Dibandingkan dengan enam negara lain yang membentuk PMI ASEAN, Indonesia duduk di ranking pertama pada Juli 2023. Angka PMI Filipina sebesar 51,9 poin, disusul oleh Myanmar (51,1 poin), Thailand (50,7 poin), Vietnam (48,7 poin), Singapura (48,5 poin), dan Malaysia (47,8 poin).
Pemerintah pun menganggap pencapaian angka PMI pada Juli 2023 merupakan prestasi bagi Indonesia. Kepala Badan Kebijakan Fiskal Kementerian Keuangan Febrio Kacaribu berpendapat, kenaikan PMI Indonesia pada Juli 2023 menandakan optimisme pelaku usaha manufaktur. Kenaikan PMI pun diharapkan sejalan dengan pemulihan permintaan ekspor sehingga menopang kinerja perekonomian nasional.
KOMPAS/HERU SRI KUMORO
Menteri Koordinator Bidang Perekonomian Airlangga Hartarto melihat mobil yang dipamerkan dalam pameran otomotif Gaikindo Indonesia International Auto Show (GIIAS) 2023 di ICE BSD, Kabupaten Tangerang, Banten, Kamis (10/8/2023).

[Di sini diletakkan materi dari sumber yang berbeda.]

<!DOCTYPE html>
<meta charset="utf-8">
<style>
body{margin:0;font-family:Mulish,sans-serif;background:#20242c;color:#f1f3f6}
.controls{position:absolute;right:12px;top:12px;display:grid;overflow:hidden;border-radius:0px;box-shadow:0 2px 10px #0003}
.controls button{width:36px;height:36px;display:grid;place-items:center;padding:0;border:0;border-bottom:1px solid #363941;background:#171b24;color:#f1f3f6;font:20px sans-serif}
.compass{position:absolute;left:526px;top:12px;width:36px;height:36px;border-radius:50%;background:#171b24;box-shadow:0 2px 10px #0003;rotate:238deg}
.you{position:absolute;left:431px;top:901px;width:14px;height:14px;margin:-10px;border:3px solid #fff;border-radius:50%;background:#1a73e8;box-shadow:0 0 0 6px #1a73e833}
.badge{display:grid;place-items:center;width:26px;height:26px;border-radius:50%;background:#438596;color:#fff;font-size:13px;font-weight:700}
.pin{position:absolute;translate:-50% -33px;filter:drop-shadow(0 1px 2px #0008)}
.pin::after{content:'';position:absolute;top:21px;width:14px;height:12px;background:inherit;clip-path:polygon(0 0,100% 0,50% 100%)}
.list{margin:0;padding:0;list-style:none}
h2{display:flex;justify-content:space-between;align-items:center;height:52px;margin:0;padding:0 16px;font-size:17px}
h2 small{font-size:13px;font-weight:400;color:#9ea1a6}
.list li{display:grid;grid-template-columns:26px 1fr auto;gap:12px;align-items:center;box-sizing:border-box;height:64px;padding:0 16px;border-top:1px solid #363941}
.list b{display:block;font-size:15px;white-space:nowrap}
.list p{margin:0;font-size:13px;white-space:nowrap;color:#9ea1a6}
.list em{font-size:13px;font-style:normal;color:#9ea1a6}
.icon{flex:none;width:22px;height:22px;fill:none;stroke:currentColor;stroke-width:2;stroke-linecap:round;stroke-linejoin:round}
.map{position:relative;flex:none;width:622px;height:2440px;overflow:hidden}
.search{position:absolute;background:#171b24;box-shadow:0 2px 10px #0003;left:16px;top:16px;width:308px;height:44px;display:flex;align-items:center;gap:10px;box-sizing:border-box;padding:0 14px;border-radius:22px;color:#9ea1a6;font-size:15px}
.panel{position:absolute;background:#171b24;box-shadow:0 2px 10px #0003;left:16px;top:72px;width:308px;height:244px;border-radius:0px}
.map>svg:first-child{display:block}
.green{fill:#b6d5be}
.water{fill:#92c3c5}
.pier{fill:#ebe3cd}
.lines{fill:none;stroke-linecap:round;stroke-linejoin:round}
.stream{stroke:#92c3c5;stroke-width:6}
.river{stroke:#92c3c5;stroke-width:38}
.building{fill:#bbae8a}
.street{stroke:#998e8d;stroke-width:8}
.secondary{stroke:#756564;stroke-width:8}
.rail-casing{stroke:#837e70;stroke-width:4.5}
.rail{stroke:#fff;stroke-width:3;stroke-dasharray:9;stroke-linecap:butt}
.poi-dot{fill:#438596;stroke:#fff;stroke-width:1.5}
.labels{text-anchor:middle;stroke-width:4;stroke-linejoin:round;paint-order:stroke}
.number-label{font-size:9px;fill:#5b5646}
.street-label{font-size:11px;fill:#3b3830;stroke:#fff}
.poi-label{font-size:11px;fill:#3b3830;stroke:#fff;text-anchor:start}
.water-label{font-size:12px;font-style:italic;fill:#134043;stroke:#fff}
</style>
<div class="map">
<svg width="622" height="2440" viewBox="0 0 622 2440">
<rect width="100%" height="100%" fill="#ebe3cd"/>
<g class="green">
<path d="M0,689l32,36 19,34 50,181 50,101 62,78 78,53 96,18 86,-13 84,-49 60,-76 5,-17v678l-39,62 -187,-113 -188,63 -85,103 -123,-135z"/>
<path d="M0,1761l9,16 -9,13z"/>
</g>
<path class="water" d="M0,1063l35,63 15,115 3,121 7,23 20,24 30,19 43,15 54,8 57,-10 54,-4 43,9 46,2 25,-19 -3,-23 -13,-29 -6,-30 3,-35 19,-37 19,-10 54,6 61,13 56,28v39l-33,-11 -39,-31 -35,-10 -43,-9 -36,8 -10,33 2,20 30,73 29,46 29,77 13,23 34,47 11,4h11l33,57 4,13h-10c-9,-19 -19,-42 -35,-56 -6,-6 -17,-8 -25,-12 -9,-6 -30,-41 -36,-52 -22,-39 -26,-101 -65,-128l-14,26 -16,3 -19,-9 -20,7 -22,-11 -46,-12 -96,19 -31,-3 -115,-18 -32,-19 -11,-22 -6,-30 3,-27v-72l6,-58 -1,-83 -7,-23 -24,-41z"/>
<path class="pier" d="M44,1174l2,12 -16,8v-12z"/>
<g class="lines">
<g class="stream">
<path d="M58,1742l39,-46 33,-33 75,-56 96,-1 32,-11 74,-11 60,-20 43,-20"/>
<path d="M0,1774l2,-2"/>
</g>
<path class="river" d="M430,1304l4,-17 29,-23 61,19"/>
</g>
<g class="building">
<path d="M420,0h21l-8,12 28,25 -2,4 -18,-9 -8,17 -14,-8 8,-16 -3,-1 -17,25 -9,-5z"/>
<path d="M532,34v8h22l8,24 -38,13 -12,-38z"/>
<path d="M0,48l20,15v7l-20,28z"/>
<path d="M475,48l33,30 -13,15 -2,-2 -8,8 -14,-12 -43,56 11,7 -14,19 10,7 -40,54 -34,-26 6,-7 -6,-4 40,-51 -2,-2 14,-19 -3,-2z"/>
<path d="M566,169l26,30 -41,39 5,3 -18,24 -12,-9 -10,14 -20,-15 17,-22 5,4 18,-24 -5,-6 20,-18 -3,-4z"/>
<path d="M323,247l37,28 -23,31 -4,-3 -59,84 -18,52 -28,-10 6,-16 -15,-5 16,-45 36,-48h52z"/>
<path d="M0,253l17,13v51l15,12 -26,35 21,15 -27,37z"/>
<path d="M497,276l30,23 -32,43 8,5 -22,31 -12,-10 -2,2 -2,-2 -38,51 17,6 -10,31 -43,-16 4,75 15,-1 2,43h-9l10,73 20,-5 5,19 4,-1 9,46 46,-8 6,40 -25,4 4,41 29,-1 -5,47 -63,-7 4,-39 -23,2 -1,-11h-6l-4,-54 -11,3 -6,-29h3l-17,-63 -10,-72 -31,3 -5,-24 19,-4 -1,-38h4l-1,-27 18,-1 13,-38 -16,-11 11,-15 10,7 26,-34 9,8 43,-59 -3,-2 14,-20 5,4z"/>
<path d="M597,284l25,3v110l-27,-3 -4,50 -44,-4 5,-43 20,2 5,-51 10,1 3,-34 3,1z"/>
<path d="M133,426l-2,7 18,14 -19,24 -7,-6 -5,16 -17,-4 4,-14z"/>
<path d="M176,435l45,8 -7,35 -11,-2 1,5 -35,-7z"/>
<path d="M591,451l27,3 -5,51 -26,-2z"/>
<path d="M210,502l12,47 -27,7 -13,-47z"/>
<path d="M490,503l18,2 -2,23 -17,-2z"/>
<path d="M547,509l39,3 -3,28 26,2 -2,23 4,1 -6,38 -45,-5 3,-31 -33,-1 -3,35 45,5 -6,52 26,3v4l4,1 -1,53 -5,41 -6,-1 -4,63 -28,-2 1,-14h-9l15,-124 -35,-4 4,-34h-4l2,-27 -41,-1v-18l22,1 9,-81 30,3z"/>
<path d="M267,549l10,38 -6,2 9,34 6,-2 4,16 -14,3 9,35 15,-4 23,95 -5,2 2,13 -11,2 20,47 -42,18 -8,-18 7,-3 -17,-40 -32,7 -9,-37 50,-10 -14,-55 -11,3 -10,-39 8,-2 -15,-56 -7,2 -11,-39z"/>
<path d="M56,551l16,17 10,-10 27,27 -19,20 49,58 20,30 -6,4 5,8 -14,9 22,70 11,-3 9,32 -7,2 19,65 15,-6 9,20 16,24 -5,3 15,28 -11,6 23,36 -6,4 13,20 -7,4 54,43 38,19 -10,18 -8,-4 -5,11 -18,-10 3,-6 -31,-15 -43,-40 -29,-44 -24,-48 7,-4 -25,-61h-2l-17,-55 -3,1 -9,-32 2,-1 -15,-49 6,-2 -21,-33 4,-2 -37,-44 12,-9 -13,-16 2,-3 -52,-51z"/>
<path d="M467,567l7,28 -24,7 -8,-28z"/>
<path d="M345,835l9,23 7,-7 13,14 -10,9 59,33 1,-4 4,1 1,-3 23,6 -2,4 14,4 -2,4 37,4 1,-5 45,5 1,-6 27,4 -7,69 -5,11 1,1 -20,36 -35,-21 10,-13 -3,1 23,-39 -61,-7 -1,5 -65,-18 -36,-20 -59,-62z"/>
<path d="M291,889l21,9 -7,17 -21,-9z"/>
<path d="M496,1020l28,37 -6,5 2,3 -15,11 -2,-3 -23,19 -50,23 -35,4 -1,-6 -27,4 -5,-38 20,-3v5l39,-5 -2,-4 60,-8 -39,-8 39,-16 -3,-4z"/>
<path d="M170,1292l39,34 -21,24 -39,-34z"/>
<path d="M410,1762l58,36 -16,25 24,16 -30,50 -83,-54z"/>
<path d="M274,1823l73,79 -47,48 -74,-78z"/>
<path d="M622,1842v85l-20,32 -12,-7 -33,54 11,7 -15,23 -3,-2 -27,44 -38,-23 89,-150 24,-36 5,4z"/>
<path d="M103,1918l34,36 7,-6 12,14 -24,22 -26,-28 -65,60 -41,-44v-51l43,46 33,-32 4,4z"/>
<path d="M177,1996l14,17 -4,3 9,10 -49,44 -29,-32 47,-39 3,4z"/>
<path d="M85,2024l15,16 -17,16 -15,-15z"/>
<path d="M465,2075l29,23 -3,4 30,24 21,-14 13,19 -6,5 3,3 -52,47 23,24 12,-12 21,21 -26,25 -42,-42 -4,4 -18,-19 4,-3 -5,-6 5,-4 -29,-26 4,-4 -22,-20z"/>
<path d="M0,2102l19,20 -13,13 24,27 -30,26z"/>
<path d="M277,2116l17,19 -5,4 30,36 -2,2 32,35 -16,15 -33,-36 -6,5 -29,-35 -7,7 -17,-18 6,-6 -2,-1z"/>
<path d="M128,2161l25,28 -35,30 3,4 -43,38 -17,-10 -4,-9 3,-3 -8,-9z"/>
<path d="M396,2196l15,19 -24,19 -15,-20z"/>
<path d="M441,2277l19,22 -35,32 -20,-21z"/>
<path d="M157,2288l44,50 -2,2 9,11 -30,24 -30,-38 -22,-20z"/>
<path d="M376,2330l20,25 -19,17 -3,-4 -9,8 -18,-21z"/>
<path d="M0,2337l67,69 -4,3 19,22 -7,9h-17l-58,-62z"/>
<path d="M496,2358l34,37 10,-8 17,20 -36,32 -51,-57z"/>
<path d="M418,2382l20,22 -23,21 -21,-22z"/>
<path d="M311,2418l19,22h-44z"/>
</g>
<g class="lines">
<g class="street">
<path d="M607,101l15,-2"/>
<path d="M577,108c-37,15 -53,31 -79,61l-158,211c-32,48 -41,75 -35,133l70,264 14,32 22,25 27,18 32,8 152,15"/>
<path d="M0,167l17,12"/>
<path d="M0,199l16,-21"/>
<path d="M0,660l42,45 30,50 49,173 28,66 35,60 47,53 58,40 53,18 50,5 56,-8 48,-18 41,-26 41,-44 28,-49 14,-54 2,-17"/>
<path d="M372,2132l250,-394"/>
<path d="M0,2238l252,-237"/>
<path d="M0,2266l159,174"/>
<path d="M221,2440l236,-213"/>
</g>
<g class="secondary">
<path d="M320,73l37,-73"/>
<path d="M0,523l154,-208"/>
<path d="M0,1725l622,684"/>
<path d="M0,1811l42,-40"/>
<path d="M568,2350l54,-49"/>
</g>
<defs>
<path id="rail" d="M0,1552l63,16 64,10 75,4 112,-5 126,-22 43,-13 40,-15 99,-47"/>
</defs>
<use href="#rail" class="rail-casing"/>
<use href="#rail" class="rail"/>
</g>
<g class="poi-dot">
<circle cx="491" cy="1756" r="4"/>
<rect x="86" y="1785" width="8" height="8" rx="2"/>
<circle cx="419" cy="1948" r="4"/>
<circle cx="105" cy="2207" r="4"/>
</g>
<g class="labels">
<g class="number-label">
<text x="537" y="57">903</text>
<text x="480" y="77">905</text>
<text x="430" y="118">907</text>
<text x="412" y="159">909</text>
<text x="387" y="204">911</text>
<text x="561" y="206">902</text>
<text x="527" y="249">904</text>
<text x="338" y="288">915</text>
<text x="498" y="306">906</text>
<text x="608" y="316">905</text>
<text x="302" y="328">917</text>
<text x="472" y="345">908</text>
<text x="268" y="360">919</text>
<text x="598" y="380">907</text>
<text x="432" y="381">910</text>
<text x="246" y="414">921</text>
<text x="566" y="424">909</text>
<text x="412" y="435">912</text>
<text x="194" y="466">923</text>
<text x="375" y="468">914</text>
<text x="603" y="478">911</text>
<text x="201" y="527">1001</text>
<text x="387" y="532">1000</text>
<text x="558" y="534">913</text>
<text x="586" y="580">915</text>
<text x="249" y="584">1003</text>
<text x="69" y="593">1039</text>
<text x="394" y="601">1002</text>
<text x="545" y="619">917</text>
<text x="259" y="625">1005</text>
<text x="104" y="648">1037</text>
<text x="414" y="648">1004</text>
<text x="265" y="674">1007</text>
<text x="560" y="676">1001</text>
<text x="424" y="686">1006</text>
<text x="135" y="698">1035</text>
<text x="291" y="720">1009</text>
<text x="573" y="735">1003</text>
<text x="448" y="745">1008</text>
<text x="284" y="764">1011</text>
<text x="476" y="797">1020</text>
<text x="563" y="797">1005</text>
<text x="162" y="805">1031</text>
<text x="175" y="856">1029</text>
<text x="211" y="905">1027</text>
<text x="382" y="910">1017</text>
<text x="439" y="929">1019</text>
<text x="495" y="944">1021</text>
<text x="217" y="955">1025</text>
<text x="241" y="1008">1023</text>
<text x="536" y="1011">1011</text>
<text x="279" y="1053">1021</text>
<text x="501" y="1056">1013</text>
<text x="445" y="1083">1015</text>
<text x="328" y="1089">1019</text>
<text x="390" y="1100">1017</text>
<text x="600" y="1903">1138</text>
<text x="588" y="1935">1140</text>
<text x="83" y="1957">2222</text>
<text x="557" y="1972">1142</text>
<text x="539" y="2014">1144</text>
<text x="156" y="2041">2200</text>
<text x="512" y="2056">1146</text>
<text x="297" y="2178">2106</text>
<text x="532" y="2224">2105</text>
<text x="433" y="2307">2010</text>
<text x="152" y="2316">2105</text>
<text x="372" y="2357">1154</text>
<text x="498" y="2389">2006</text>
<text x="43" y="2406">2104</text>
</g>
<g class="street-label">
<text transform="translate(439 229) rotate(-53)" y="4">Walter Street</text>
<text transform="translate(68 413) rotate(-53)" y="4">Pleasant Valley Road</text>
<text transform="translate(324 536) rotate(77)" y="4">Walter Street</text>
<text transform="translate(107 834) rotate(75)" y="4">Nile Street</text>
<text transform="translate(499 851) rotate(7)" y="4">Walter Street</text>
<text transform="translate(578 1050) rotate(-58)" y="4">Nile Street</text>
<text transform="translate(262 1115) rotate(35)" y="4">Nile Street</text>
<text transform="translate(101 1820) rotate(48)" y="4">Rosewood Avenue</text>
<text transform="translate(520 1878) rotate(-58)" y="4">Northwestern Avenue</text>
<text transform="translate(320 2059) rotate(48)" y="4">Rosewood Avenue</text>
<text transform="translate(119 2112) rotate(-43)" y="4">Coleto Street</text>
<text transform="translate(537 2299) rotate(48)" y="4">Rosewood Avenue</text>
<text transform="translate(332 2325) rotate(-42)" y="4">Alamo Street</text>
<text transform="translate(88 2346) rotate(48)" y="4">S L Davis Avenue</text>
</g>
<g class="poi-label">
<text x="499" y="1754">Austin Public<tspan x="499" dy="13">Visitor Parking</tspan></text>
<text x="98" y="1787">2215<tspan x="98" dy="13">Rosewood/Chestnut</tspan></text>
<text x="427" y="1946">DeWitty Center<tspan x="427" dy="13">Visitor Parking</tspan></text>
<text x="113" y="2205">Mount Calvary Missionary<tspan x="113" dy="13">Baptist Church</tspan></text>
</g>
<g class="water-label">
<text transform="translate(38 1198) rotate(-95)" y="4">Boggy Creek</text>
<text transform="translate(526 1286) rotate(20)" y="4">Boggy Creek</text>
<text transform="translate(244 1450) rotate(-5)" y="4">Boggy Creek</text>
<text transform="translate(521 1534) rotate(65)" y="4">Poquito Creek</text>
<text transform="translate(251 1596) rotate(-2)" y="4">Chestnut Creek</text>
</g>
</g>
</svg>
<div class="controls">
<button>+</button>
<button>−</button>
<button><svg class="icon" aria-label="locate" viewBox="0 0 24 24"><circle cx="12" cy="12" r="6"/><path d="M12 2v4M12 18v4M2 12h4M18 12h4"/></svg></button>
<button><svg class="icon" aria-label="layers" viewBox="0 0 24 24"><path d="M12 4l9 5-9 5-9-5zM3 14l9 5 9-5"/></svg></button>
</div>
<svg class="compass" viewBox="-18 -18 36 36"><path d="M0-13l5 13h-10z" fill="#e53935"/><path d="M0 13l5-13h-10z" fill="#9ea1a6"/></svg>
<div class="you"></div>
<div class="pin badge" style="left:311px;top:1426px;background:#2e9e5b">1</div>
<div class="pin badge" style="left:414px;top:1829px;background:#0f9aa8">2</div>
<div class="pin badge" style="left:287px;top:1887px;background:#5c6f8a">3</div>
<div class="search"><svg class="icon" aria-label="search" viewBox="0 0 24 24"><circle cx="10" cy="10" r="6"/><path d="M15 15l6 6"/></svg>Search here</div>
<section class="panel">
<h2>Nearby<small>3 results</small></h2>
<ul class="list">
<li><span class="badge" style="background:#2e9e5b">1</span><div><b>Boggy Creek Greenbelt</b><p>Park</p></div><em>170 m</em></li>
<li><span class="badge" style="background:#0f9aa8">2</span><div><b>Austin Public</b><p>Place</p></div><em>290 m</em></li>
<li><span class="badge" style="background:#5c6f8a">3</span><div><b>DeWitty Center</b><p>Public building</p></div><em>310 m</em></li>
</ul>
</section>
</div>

Menteri Perindustrian Agus Gumiwang Kartasasmita juga menggarisbawahi, PMI Indonesia berada di atas Taiwan (44,1 poin), China (49,2 poin), Jepang (49,6 poin), Korea Selatan (49,4 poin), Amerika Serikat (49 poin), dan Jerman (38,8 poin). Artinya, pelaku industri manufaktur Tanah Air masih optimistis dan bergeliat di tengah ketidakstabilan perekonomian global dan melemahnya pasar dunia.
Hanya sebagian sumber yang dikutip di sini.